Find every line containing "translate" in the records below and report the tally as a bare number.

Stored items
++++++++

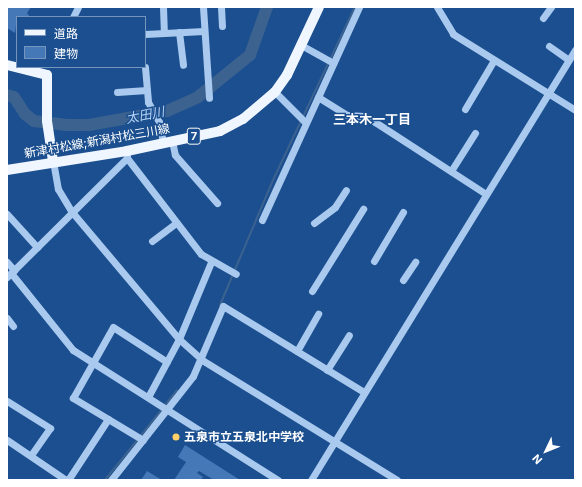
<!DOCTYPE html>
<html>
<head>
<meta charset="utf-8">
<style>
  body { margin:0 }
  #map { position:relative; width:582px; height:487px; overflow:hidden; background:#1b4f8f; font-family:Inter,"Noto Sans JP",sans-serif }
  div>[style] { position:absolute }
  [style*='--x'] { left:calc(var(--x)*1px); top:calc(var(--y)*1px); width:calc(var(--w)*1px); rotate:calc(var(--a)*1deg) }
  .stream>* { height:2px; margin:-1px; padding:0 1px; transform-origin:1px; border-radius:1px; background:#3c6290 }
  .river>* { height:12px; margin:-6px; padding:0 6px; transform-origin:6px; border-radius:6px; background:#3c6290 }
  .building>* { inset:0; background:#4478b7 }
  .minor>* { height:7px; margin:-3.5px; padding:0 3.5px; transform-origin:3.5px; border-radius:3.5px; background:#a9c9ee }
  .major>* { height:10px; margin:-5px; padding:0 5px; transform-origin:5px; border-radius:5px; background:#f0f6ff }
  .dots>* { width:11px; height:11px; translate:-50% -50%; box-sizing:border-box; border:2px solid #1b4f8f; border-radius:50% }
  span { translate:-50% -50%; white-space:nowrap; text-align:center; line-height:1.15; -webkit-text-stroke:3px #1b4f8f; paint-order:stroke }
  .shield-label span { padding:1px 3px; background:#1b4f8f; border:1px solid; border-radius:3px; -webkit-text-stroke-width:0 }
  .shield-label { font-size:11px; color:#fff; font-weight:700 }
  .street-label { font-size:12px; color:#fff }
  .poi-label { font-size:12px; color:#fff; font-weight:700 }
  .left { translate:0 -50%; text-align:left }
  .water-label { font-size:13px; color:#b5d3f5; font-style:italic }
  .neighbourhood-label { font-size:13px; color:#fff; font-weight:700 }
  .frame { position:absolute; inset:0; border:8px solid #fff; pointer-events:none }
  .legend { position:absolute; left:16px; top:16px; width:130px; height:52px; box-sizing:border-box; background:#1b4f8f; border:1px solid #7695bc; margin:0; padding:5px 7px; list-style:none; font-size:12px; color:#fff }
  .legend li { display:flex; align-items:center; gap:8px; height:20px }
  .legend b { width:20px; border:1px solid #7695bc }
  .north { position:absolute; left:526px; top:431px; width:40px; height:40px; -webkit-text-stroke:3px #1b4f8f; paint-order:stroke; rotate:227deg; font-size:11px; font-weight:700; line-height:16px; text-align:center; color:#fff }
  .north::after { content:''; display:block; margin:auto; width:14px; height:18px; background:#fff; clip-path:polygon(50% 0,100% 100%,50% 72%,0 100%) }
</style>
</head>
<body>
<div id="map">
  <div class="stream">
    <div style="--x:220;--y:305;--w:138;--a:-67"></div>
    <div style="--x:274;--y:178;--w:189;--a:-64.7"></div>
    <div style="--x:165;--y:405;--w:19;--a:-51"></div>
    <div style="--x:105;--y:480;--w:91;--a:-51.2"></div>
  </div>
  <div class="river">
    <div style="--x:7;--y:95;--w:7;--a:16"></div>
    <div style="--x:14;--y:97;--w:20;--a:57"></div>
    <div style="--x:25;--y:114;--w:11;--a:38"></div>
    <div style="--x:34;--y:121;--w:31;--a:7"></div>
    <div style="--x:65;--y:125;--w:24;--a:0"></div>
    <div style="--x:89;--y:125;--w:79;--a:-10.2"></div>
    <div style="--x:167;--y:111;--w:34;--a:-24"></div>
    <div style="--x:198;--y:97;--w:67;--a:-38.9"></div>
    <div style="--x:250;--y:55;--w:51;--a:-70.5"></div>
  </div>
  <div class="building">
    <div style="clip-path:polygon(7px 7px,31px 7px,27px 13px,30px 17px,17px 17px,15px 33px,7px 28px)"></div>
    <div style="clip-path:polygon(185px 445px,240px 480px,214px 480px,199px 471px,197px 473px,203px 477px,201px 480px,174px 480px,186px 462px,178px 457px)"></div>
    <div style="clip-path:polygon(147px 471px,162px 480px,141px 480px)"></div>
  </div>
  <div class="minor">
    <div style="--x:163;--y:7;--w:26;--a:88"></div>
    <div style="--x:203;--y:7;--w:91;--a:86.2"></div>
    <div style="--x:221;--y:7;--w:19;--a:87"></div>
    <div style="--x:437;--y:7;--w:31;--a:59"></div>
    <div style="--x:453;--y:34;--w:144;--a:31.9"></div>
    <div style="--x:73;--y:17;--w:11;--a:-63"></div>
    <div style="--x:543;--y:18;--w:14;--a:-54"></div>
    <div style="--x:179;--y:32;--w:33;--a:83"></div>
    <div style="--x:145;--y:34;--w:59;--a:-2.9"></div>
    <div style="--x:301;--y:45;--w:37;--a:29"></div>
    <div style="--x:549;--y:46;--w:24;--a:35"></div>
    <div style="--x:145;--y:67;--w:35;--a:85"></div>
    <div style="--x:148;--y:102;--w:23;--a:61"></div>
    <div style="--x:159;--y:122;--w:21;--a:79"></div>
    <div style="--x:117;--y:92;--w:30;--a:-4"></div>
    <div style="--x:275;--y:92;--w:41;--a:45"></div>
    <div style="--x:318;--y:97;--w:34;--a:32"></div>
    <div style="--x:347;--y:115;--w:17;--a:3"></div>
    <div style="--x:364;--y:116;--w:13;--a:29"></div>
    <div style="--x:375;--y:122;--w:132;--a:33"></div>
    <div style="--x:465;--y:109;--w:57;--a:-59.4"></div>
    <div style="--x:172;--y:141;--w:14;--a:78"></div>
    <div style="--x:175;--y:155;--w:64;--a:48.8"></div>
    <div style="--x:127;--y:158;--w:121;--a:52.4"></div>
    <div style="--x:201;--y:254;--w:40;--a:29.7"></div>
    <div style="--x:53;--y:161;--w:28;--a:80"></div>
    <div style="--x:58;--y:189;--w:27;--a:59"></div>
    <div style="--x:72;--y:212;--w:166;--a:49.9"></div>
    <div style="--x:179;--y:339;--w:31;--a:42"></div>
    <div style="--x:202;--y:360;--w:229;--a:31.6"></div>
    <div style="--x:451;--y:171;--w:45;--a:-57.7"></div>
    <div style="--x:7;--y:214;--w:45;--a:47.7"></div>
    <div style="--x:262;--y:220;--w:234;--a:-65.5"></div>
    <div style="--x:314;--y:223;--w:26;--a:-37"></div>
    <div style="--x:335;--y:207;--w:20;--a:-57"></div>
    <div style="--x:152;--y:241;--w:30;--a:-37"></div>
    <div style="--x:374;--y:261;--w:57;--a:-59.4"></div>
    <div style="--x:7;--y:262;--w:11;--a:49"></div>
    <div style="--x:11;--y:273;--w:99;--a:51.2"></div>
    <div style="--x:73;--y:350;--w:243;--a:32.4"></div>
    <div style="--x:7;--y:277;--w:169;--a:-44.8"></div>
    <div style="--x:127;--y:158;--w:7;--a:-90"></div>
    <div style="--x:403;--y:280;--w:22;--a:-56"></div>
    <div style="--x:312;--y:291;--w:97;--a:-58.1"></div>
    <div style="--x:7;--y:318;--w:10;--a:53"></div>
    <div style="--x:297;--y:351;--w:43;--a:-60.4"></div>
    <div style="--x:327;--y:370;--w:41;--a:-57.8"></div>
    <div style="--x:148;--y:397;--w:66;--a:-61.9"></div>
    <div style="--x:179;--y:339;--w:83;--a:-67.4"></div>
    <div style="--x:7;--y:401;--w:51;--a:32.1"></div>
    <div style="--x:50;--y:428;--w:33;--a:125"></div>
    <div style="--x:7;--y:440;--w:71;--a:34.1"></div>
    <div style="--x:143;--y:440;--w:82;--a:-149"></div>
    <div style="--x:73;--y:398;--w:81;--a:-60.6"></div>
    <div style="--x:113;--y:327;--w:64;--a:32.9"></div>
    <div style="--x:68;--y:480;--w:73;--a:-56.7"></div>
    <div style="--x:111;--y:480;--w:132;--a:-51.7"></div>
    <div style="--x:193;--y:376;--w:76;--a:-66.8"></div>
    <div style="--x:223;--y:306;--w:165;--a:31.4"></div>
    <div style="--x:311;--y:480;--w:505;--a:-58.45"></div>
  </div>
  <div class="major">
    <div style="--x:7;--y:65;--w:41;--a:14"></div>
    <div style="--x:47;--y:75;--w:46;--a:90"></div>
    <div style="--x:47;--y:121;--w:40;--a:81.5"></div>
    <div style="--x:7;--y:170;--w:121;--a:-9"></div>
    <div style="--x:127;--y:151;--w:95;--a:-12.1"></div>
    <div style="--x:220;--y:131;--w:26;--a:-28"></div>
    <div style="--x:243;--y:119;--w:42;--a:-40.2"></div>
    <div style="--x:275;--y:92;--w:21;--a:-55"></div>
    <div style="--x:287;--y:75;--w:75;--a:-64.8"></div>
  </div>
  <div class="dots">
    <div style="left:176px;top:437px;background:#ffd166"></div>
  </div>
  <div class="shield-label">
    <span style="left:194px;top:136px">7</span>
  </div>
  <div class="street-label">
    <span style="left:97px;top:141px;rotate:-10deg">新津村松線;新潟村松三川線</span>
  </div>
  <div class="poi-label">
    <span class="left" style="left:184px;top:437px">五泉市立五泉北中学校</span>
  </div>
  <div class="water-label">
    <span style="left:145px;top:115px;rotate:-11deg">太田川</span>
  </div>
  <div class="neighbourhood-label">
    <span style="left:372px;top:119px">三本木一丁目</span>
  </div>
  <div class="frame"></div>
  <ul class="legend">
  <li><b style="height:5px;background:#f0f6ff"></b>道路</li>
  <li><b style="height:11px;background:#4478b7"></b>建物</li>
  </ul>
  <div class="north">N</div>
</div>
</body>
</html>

++++++++

ANSWER BOX>
3